Exercise requirements | If a line in the entries below includes "number", show that line.

□ □ □ □

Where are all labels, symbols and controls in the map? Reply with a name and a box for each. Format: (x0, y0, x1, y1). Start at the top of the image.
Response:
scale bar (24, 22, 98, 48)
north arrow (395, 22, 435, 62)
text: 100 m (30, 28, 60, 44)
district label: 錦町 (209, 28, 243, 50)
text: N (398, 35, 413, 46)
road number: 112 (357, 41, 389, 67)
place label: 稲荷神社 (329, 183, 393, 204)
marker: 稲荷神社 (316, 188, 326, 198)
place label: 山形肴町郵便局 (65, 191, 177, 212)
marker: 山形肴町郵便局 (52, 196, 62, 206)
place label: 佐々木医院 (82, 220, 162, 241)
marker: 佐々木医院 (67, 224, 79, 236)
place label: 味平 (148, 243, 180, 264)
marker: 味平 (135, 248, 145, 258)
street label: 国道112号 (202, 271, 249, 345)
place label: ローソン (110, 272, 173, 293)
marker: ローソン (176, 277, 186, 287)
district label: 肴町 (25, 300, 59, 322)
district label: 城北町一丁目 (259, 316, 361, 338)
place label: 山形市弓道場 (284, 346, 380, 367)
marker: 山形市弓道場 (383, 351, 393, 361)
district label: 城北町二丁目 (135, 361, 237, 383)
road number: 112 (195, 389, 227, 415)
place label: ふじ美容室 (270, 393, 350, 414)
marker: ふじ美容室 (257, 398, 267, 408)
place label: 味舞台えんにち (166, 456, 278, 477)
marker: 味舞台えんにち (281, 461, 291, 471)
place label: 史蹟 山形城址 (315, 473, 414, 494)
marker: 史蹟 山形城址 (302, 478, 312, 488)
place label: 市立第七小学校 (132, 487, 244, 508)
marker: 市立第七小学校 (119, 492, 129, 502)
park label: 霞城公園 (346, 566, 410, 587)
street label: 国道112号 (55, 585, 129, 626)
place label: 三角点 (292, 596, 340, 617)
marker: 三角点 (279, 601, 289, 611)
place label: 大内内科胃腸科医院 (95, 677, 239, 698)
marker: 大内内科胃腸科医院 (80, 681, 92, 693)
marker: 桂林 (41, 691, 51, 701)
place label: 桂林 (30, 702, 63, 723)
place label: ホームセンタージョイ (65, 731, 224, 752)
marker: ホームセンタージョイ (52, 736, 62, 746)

□ □ □ □

Reply to the exercise |
road number: 112 (357, 41, 389, 67)
road number: 112 (195, 389, 227, 415)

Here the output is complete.